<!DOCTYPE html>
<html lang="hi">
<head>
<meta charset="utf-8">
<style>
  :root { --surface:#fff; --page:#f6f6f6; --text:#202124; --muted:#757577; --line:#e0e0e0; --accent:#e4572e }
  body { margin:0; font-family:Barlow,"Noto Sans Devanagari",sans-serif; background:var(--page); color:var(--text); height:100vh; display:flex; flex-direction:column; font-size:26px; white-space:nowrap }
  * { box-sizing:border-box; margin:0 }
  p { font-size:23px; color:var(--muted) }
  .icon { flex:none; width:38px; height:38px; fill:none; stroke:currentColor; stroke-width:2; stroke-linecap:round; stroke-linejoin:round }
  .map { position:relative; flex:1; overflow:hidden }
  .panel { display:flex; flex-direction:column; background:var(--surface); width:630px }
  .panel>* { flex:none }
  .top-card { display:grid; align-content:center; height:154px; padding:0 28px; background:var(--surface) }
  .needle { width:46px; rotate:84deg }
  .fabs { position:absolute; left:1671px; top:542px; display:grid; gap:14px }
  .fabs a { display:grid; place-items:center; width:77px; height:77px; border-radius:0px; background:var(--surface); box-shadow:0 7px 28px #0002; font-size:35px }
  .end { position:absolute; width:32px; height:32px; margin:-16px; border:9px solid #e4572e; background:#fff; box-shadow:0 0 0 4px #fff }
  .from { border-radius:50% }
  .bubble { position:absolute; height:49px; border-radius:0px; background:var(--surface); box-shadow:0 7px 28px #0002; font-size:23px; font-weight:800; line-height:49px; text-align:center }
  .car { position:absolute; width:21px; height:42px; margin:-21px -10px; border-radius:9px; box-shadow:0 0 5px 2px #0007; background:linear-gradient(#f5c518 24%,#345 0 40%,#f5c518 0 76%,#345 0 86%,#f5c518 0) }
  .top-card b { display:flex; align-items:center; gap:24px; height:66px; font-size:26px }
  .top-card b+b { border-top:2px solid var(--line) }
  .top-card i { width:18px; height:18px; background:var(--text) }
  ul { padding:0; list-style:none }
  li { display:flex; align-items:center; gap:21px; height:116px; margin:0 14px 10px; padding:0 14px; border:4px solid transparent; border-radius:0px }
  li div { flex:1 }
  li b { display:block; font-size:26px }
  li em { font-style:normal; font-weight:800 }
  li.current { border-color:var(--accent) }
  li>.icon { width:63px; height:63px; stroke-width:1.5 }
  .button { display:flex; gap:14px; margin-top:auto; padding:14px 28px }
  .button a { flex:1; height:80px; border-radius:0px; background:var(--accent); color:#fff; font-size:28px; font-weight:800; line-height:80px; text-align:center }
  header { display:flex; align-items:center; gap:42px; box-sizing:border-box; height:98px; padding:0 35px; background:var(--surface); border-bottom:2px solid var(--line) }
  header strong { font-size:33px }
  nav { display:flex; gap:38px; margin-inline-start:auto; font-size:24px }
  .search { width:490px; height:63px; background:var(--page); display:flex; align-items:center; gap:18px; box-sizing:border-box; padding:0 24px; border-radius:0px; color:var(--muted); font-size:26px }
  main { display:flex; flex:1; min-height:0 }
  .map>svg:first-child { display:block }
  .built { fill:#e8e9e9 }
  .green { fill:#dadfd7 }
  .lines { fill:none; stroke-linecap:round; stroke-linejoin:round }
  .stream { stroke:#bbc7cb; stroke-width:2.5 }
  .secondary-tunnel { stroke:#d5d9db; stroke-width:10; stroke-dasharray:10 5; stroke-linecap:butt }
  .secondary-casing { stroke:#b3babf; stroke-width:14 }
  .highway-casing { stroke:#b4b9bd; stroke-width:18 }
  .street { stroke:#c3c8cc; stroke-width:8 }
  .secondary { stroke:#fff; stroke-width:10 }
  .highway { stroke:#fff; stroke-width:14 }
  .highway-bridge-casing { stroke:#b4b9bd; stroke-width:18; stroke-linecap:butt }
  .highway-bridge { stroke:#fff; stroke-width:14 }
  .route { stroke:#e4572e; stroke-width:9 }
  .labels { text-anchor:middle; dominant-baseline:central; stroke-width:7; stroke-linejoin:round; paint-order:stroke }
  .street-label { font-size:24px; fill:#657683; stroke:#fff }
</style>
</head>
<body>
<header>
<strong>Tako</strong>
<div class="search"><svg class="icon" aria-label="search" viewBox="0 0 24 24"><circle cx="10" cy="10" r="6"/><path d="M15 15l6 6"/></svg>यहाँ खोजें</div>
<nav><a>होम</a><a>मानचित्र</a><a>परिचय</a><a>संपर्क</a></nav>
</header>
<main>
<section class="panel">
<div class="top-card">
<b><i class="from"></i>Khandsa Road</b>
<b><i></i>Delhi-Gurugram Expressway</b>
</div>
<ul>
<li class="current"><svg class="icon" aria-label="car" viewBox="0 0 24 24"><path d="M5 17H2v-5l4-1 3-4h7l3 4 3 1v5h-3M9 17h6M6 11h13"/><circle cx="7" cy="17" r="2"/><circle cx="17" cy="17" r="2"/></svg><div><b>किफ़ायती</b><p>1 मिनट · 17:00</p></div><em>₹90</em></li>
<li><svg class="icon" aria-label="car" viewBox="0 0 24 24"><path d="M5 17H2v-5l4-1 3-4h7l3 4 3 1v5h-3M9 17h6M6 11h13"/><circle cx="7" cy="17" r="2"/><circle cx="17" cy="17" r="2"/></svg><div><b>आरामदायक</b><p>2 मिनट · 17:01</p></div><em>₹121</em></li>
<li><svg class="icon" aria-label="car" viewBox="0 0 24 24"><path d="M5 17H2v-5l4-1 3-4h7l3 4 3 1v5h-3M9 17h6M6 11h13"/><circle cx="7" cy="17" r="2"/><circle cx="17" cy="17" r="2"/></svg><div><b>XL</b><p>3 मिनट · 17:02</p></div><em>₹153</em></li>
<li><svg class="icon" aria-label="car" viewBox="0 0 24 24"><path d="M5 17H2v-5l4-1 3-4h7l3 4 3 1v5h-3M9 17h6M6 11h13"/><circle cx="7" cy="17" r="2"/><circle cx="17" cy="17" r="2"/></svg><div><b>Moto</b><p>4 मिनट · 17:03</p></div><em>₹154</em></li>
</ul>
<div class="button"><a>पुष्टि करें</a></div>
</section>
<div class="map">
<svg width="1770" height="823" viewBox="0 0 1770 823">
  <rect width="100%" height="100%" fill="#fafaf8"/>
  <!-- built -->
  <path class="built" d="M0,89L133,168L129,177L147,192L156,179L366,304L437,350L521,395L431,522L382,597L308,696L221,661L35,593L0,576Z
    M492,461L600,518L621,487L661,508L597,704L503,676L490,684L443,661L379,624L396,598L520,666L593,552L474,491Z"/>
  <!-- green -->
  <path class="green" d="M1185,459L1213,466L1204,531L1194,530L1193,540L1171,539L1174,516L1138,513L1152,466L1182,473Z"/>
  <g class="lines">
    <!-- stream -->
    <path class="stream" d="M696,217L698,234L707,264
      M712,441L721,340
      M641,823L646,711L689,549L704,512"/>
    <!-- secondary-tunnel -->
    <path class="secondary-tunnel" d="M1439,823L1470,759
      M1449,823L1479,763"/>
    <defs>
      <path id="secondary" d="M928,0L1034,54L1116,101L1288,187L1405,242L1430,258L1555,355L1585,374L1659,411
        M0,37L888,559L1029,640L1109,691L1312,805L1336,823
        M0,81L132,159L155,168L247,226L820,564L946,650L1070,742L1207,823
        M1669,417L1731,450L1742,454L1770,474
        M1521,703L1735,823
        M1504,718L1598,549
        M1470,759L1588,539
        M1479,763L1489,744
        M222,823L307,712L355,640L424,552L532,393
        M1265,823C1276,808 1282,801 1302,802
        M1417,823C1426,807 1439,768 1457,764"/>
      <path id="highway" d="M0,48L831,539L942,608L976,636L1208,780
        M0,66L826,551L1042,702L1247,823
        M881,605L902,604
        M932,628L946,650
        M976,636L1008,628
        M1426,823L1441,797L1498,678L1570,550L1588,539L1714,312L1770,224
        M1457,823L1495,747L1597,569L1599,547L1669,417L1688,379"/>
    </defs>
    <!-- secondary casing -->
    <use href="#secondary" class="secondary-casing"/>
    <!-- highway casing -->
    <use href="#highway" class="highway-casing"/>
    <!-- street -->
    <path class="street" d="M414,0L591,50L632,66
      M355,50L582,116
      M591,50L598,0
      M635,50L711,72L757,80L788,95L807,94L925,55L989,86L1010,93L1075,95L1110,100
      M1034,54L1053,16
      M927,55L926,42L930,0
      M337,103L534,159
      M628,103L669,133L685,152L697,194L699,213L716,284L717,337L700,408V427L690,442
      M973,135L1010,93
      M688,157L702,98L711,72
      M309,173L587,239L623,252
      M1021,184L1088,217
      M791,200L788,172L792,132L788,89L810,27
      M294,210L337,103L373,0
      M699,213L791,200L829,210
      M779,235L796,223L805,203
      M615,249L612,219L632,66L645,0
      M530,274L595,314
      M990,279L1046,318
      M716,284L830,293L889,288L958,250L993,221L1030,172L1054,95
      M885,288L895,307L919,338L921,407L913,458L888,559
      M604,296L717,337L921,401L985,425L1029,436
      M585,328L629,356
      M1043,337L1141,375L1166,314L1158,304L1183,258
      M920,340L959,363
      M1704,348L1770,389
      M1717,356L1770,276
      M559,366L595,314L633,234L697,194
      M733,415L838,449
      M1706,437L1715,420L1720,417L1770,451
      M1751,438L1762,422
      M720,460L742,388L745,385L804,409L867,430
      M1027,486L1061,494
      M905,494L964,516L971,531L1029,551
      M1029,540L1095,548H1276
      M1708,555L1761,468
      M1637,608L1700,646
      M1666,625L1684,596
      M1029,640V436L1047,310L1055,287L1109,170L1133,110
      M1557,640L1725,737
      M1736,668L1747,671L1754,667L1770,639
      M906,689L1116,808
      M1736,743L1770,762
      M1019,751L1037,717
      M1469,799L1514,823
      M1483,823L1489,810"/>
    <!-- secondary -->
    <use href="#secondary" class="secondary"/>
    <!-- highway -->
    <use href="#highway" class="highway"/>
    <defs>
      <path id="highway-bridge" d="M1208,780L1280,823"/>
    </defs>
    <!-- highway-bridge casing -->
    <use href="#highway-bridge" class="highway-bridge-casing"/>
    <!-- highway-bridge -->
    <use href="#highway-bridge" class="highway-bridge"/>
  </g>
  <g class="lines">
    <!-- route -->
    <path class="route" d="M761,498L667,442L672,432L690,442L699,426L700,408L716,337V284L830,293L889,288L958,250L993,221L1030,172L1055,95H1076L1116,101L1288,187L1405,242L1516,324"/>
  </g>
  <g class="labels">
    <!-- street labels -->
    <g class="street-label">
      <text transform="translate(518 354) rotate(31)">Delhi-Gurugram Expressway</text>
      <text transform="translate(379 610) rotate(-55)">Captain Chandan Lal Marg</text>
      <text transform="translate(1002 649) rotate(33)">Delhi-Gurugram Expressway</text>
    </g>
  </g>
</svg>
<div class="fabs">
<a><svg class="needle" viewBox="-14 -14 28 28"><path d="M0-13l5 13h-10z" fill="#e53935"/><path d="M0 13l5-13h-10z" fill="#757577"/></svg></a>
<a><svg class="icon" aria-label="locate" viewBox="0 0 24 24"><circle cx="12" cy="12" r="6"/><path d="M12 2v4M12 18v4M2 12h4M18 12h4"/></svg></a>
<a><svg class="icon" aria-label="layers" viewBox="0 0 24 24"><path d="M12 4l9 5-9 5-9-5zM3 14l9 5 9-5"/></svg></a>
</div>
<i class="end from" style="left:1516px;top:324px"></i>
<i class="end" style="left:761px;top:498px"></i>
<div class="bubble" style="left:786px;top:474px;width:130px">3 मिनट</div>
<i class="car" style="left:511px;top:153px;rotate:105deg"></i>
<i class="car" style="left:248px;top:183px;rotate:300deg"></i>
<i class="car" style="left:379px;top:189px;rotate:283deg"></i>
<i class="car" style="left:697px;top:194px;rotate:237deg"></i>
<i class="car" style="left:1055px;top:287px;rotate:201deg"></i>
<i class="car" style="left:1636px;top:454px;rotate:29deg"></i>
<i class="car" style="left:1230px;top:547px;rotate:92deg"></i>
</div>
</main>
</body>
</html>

WHAT TO DO: Lines from the top of the data above through the line containing "--surface:#fff; --page:#f6f6f6; --text:#202124;" must be repeated exactly. All other lines stay out.

ANSWER FOR THE TASK:
<!DOCTYPE html>
<html lang="hi">
<head>
<meta charset="utf-8">
<style>
  :root { --surface:#fff; --page:#f6f6f6; --text:#202124; --muted:#757577; --line:#e0e0e0; --accent:#e4572e }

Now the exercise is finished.